The cynical among us may think this is just a PR ploy to distract from recent criticism of the social media company. But it is more than that: for investors, the rebrand marks a profound shift in the way Zuckerberg plans to generate revenues in the future.

Facebook has plans to invest around $10 billion into Facebook Reality Labs. Its goal is "to build the future of connection within virtual and augmented reality." In other words, it is the crucial component of Facebook's intent to become a metaverse business.

Zuckerberg would like to see all sorts of activity, from work to leisure time to shopping to socializing, all happening on a Facebook platform.

I do not see Meta Platforms succeeding as much in this next stage of the internet as it did in the current stage. Instead, I will stick with my top pick — Roblox (RBLX), which is perfectly positioned to thrive in the metaverse.

Some think that Roblox is just a gaming company. They could not be more wrong — it is increasingly becoming a social media company as well. Roblox's management has said the ultimate goal is for the platform to become part of a series of interconnected digital worlds where people gather to learn, work and socialize. That is the metaverse.

From a brand engagement perspective, Roblox looks as though it could be more attractive than Facebook and others in the long run to advertisers. Companies can create their own interactive games and experiences on the platform, which are much more engaging to users.

For those of you that may have missed it, Roblox's earnings results were out on November 8. The results were so good, it sent the stock soaring by 40%! The company doubled its total revenue in the third quarter and posted another solid quarter of bookings growth. Daily active users (DAUs) rose 9.5% sequentially to 47.3 million in the quarter, while October saw an average of 50.5-million DAUs.

Roblox is also continuing to make strides at narrowing its losses. In the third quarter, it posted a loss of only $0.13 per share, coming in much better than losses per share of $0.25 and $0.46 cents per share in Q2 and Q1, respectively.

Bookings growth also stayed strong, growing 28.5% year-on-year to $637.8 million. Also, October bookings are estimated to be up about 30% to 34% from October 2020. The strong October bookings point to a solid fourth quarter to cap off 2021.

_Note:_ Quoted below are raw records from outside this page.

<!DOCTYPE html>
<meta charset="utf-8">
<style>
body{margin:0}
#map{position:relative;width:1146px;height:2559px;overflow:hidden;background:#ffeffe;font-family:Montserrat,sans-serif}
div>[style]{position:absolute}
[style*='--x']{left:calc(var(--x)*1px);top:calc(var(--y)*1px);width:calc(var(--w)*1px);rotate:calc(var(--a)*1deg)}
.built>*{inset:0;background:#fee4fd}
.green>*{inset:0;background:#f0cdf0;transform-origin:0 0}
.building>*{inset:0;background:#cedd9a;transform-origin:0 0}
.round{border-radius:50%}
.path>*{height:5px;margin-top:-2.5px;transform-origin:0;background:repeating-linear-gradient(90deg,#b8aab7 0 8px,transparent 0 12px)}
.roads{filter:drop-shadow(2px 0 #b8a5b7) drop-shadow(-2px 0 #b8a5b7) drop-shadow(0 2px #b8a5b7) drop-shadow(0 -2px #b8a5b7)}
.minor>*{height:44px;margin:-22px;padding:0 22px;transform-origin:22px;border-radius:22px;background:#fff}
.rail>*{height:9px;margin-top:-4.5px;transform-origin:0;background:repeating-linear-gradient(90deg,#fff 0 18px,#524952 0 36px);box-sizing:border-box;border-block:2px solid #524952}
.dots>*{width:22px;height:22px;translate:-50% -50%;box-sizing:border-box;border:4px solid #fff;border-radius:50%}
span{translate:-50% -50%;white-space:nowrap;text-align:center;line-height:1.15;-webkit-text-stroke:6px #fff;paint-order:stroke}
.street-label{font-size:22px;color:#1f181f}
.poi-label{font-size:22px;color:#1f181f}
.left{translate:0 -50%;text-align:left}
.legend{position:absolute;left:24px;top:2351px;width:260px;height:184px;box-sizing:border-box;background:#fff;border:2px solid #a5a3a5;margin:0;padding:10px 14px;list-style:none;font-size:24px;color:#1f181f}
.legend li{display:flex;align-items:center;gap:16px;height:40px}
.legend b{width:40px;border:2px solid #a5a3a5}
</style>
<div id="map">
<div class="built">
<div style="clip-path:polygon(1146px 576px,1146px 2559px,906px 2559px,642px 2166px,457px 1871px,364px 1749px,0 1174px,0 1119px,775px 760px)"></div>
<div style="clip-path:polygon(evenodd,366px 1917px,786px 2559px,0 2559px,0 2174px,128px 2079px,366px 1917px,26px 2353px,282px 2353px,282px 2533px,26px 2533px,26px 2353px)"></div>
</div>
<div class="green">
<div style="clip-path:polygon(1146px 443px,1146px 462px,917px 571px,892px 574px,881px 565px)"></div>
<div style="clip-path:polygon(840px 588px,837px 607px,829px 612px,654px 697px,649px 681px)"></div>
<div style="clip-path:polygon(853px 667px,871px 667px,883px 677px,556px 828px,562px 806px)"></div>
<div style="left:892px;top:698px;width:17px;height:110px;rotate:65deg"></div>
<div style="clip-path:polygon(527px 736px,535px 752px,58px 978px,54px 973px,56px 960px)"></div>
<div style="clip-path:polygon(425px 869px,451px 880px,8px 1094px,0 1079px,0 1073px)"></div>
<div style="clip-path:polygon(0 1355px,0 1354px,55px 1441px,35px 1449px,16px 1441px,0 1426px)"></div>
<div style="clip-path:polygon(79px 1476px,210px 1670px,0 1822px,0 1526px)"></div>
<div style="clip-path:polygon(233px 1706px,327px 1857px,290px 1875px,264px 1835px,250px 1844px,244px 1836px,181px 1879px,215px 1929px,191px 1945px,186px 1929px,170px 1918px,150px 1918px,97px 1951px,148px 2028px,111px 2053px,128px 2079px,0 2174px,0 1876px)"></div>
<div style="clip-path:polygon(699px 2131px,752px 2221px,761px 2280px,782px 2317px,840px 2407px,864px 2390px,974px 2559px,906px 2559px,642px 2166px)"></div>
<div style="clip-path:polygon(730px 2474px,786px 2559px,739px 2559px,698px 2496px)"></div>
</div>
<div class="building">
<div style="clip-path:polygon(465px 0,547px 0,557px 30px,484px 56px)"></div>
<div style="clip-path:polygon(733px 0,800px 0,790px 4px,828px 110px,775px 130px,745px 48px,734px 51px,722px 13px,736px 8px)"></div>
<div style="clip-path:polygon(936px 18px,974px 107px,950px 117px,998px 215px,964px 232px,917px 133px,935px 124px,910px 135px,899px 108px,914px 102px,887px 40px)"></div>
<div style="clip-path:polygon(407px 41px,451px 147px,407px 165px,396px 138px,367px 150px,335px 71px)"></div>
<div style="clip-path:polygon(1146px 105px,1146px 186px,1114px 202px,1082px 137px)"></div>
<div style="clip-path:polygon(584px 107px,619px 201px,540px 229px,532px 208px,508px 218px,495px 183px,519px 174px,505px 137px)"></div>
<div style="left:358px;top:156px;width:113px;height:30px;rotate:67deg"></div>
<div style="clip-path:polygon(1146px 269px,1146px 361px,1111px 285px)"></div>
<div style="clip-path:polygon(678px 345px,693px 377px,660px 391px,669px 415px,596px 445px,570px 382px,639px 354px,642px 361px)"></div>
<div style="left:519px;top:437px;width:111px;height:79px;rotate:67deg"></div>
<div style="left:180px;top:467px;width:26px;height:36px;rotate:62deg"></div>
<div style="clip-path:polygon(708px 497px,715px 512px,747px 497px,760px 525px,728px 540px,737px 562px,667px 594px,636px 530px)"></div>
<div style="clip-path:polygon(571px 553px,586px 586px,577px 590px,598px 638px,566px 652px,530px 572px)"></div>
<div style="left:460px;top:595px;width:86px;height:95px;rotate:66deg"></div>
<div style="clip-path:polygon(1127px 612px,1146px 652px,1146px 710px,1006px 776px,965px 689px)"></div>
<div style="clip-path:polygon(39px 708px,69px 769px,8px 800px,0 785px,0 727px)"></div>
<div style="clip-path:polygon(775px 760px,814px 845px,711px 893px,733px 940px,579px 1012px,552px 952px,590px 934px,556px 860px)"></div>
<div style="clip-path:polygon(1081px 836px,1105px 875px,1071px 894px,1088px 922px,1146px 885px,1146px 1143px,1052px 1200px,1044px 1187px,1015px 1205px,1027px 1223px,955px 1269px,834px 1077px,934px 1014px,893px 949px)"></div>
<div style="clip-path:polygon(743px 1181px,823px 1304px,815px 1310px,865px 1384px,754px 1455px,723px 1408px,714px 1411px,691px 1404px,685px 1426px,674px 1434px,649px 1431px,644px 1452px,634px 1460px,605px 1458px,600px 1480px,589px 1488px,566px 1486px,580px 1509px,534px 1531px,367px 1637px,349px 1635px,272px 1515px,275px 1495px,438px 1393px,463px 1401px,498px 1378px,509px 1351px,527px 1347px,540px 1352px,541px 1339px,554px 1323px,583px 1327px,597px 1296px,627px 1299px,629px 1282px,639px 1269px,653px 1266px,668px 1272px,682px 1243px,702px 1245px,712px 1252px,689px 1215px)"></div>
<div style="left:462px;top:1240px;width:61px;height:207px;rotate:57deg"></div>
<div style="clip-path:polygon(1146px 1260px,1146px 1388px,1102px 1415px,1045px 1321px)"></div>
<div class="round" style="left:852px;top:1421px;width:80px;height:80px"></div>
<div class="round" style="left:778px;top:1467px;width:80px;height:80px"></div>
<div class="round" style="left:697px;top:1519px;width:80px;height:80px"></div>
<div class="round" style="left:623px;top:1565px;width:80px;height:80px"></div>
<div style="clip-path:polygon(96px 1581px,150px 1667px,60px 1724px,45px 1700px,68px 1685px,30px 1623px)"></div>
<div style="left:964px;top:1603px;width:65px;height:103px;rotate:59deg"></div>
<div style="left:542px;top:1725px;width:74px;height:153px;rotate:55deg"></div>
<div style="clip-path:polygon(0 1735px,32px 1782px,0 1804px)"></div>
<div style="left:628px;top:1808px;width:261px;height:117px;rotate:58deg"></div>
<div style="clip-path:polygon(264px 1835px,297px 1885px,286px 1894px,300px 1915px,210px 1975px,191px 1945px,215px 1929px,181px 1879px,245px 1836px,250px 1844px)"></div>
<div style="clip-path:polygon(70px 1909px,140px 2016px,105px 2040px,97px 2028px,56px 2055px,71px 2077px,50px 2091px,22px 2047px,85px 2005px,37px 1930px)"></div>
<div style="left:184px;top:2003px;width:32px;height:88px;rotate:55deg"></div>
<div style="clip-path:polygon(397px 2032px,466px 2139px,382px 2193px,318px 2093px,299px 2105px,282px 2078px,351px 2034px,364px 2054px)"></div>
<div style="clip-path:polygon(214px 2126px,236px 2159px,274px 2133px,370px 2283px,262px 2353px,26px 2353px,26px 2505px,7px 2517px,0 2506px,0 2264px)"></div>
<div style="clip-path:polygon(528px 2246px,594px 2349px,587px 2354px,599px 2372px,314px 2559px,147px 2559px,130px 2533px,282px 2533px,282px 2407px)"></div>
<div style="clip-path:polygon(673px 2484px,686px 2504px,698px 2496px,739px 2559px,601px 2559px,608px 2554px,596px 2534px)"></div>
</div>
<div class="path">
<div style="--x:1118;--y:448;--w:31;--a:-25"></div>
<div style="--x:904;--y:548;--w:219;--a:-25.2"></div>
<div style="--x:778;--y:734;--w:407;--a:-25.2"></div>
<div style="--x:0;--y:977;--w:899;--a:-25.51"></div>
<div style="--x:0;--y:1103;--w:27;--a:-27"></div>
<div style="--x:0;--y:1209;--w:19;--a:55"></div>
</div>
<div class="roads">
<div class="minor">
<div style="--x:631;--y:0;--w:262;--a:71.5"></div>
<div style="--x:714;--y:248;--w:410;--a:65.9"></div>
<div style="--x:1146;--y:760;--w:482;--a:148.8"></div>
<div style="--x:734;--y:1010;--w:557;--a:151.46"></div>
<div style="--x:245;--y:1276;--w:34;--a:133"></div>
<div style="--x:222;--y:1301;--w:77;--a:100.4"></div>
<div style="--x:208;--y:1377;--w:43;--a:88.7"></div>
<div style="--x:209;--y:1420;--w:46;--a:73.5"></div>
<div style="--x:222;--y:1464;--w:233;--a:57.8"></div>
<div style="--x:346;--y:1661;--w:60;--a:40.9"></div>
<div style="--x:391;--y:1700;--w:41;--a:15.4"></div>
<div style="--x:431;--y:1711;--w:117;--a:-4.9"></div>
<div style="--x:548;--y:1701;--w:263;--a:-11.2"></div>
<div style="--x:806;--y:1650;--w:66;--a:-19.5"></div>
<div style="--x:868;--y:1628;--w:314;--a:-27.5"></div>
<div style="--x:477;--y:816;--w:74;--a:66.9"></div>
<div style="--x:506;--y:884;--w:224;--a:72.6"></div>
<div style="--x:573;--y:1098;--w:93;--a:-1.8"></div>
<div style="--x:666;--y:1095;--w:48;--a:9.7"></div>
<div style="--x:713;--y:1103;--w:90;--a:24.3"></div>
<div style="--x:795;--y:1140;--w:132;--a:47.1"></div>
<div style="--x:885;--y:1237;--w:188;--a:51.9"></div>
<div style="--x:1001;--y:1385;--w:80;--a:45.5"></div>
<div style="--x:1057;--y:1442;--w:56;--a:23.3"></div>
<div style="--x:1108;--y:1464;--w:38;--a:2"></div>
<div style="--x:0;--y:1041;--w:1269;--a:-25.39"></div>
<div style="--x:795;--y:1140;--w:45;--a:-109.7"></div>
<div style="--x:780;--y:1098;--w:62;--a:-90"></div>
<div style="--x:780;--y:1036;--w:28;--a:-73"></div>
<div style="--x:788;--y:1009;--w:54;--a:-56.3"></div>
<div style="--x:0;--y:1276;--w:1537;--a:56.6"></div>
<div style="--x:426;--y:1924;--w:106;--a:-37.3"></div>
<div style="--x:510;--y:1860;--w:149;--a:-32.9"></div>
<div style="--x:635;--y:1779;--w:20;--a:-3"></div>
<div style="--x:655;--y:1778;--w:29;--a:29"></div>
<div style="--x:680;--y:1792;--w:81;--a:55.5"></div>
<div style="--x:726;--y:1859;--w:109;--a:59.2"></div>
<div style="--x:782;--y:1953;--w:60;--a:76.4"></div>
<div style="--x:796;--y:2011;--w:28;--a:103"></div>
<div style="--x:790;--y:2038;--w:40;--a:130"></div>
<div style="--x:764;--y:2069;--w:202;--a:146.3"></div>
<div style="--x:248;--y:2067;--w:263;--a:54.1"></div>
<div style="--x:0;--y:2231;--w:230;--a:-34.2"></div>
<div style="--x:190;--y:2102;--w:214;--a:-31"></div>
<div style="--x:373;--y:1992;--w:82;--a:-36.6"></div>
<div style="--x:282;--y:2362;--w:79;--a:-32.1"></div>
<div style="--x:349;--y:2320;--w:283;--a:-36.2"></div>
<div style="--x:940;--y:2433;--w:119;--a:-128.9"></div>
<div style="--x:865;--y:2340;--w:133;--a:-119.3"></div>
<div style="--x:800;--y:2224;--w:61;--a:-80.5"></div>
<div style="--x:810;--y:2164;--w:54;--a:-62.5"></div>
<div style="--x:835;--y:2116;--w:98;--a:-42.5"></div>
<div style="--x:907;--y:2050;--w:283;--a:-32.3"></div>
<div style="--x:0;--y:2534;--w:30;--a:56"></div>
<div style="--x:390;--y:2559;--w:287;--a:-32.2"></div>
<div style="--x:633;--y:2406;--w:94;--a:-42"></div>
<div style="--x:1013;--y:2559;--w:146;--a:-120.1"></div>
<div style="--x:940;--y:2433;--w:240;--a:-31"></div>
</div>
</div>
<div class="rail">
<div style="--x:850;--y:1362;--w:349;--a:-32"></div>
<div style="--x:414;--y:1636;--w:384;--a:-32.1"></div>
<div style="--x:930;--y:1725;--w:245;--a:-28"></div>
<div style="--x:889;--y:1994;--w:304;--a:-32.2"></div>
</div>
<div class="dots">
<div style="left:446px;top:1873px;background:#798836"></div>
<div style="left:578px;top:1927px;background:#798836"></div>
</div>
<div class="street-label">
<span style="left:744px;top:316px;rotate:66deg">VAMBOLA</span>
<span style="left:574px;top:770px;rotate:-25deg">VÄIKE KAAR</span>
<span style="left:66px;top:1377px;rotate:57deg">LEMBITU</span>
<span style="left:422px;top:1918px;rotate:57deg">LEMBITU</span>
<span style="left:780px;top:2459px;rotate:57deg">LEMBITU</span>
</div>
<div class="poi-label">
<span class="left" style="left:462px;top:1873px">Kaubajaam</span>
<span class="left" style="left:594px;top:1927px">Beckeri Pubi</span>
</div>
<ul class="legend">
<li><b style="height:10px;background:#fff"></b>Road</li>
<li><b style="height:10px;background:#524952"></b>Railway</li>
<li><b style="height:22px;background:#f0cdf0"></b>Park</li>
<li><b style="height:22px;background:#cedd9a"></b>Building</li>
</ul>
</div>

Another piece of standout data in the quarter was that hours engaged were higher than throughout 2021, at 11.2 billion. The first two quarters of the year each saw hours engaged at just 9.7 billion. Also, Q3 hours engaged were up 28% year-on-year and 200% from 2019. October hours engaged suggests that Q4 should be another great quarter for engagement.

Investors are finally taking notice of Roblox's success. But there is a lot more to come. RBLX should continue to see upside, with the stock continuing to climb past all-time highs.